I’ve been looking at a lot of application SQL this week with the hope of getting some easy changes done to boost performance. I go about this by looking at where the time is going and seeing what can be done to fix that problem. A few of the problematic SQLs follow the pattern of
optimizer_mode=first_rows_10
select *
from main_table m
join lookup_table l1
on ...
join lookup_table l2
on ...
join lookup_table l3
on ...
where m.slightly_selective = :blah1
and m.not_at_all_selective_but_neccessary = :blah2
order by m.some_date , m.primary_key
i.e find some rows that you care about, join them to a lot of other tables to fill out some data, return the earliest 10 rows (by ordering against the main table columns only and only fetching 10 results).

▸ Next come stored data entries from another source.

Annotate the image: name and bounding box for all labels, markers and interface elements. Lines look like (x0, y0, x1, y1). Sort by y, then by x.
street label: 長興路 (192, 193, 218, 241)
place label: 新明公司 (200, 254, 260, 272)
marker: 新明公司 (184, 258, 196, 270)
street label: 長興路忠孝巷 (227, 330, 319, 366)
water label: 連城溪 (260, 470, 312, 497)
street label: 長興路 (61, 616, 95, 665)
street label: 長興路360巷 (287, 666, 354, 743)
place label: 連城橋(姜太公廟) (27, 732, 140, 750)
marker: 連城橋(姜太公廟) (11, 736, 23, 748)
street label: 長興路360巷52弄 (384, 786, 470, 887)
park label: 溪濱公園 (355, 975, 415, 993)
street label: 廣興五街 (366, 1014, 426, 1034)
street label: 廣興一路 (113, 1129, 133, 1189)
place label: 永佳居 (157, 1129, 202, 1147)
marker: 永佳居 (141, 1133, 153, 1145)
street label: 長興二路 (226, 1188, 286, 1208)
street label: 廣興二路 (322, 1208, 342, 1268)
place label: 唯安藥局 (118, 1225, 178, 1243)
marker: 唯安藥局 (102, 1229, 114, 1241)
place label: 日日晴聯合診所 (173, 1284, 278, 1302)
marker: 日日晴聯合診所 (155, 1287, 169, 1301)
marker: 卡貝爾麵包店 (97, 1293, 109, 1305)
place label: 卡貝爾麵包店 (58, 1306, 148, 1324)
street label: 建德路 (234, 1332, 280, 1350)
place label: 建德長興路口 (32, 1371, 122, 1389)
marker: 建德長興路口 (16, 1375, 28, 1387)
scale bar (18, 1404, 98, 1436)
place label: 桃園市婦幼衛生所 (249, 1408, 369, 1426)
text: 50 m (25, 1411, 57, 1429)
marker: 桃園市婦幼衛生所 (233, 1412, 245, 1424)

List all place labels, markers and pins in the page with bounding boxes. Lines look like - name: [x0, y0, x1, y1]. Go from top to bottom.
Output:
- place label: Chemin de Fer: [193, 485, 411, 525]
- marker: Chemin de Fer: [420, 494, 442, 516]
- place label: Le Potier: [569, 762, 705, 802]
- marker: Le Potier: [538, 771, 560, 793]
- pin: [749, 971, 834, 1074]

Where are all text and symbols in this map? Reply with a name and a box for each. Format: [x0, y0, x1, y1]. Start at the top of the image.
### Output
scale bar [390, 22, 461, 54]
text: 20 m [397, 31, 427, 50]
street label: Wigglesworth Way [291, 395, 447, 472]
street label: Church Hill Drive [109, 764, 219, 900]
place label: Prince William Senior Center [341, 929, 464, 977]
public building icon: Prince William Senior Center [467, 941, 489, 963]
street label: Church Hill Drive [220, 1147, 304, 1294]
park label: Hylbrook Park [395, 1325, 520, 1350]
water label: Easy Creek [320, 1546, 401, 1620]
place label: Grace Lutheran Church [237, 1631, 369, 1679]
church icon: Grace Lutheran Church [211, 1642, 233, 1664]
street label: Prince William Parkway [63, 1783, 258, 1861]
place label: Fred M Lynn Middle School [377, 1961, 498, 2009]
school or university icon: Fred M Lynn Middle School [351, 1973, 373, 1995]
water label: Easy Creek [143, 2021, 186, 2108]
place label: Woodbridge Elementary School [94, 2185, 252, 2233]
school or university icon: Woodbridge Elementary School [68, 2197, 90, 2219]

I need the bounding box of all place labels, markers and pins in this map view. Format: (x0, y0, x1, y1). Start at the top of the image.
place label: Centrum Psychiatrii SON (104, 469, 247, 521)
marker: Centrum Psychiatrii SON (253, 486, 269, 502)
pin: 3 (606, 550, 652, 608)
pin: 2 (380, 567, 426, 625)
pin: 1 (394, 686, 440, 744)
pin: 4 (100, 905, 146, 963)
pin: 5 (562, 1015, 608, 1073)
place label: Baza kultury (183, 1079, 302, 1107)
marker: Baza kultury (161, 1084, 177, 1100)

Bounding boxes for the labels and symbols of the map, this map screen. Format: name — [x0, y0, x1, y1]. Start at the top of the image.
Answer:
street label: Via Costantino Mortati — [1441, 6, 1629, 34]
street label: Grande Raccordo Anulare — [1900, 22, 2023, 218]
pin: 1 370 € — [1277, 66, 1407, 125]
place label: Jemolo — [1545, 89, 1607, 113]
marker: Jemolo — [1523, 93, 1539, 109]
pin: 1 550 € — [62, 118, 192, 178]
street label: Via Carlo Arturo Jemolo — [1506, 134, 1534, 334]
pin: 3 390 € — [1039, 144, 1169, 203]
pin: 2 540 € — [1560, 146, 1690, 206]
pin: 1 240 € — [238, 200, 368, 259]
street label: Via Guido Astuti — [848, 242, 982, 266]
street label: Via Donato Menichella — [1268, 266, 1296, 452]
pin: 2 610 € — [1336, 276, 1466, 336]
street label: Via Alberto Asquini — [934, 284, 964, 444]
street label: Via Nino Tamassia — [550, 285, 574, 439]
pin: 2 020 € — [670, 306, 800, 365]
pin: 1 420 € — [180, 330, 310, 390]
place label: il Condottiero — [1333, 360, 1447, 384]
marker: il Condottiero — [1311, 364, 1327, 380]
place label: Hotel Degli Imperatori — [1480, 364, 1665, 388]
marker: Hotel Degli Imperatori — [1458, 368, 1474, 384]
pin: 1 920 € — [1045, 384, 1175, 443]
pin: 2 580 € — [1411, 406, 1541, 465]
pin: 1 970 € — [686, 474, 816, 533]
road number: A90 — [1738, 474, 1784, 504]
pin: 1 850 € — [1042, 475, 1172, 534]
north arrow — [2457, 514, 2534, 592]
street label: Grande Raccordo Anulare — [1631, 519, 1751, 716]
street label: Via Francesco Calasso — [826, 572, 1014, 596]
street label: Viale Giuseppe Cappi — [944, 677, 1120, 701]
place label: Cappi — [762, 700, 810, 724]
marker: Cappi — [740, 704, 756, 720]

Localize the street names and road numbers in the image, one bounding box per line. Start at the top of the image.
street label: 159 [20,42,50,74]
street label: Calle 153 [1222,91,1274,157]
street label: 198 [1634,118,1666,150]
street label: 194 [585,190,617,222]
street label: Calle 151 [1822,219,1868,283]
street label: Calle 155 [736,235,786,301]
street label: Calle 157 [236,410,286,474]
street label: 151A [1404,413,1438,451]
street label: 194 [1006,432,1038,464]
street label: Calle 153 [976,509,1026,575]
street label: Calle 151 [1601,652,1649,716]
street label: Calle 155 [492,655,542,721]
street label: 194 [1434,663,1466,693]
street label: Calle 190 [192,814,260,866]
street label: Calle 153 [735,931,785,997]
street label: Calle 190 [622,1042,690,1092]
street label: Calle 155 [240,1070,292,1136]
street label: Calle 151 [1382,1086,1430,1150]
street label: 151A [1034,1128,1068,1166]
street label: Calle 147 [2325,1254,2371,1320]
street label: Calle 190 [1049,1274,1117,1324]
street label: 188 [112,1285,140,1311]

If you have an index which covers your main filter columns and the order by clause then you can end up with a nice first rows plan which loops through the rows ordered as desired and stops when it gets 10 results. If you don’t have that index then you will end up having to visit all the rows that match the predicates, join them all to the lookup tables and then sort them and then take the first 10 rows. I aim to improve this scenario without having to add indexes to cover all of your order by conditions.
Problem Demo
First we set up some tables
create table big_table as select * from all_objects;
create table big_table_2 as select * from big_table;
create index big_idx_perfect on big_table (object_type,object_name,object_id);
create unique index big2_idx1 on big_table_2 (object_id);
Our query will be
select *
from big_table t1
join big_table_2 t2
on t1.object_id = t2.object_id
where t1.object_type ='TABLE'
order by t1.object_name, t1.object_id
We’ve got an index which covers both our filter and the order by columns in the right order, so the explain plan we get is
-------------------------------------------------------------------------------------------------
| Id | Operation | Name | Rows | Bytes | Cost (%CPU)| Time |
-------------------------------------------------------------------------------------------------
| 0 | SELECT STATEMENT | | 11 | 2948 | 19 (0)| 00:00:01 |
| 1 | NESTED LOOPS | | 11 | 2948 | 19 (0)| 00:00:01 |
| 2 | NESTED LOOPS | | 11 | 2948 | 19 (0)| 00:00:01 |
| 3 | TABLE ACCESS BY INDEX ROWID| BIG_TABLE | 1918 | 250K| 8 (0)| 00:00:01 |
|* 4 | INDEX RANGE SCAN | BIG_IDX_PERFECT | 11 | | 3 (0)| 00:00:01 |
|* 5 | INDEX UNIQUE SCAN | BIG2_IDX1 | 1 | | 0 (0)| 00:00:01 |
| 6 | TABLE ACCESS BY INDEX ROWID | BIG_TABLE_2 | 1 | 134 | 1 (0)| 00:00:01 |
-------------------------------------------------------------------------------------------------
Predicate Information (identified by operation id):
---------------------------------------------------
4 - access("T1"."OBJECT_TYPE"='TABLE')
5 - access("T1"."OBJECT_ID"="T2"."OBJECT_ID")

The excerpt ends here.